<<<<

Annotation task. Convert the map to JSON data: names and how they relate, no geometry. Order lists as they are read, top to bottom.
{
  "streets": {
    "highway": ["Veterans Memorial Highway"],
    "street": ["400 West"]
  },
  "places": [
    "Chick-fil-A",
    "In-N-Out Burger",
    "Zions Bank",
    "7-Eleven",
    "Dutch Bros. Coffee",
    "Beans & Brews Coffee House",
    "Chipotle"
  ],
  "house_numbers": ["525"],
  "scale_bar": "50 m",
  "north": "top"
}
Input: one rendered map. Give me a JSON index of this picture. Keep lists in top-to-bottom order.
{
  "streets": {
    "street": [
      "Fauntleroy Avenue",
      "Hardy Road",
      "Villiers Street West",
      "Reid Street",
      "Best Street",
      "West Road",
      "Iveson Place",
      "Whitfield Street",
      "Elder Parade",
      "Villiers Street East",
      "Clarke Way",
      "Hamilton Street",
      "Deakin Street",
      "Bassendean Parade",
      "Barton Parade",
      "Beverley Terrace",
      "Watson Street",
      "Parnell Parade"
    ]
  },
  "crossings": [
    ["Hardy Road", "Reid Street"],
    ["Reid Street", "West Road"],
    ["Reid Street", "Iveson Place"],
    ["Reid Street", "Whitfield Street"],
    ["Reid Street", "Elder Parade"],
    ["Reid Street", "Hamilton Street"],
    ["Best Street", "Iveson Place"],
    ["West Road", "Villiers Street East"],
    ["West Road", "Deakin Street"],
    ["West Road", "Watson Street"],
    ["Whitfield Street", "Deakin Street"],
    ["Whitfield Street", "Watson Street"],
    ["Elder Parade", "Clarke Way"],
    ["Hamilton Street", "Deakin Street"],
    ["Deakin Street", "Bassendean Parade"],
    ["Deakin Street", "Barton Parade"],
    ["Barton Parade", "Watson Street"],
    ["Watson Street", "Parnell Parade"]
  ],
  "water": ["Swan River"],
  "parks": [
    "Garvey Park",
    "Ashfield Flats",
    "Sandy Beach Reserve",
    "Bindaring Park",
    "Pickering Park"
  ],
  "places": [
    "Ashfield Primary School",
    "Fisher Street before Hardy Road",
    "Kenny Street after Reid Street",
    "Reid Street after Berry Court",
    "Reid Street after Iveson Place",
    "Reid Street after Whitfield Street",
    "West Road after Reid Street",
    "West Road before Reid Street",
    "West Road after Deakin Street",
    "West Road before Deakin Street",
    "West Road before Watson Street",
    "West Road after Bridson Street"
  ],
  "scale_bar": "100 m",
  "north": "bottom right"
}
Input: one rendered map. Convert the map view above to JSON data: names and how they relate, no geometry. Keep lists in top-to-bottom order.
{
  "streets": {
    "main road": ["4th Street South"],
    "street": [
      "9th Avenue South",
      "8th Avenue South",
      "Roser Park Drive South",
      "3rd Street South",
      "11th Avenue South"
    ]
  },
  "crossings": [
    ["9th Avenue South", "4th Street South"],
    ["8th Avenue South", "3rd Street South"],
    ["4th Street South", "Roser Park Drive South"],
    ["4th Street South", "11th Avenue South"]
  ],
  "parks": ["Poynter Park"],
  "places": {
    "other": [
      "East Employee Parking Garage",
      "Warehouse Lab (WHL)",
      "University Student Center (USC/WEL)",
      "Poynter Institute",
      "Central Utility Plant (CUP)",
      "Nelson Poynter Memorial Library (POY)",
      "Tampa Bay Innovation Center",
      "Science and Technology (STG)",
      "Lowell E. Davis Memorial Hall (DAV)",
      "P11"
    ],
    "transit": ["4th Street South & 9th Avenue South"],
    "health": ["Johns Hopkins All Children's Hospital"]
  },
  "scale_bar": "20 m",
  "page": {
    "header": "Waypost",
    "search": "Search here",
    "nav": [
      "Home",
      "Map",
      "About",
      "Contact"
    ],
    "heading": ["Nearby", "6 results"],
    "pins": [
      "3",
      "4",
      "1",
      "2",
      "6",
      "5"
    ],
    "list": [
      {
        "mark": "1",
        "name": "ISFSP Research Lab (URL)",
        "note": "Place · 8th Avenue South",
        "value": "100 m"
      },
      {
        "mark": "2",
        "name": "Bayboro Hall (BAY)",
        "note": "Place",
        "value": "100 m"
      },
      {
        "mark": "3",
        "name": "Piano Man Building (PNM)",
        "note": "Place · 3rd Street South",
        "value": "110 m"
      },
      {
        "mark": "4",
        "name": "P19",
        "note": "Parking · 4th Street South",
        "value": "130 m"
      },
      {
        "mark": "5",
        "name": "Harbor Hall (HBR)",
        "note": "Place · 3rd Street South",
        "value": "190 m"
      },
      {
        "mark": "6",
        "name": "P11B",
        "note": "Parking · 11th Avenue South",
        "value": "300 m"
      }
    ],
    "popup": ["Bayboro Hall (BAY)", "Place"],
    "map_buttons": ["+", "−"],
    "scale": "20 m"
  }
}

>>>>

== Your instructions ==
What is needed is each line from the records with the word "Whitfield" in it.

== Exercise solution ==
      "Whitfield Street",
    ["Reid Street", "Whitfield Street"],
    ["Whitfield Street", "Deakin Street"],
    ["Whitfield Street", "Watson Street"],
    "Reid Street after Whitfield Street",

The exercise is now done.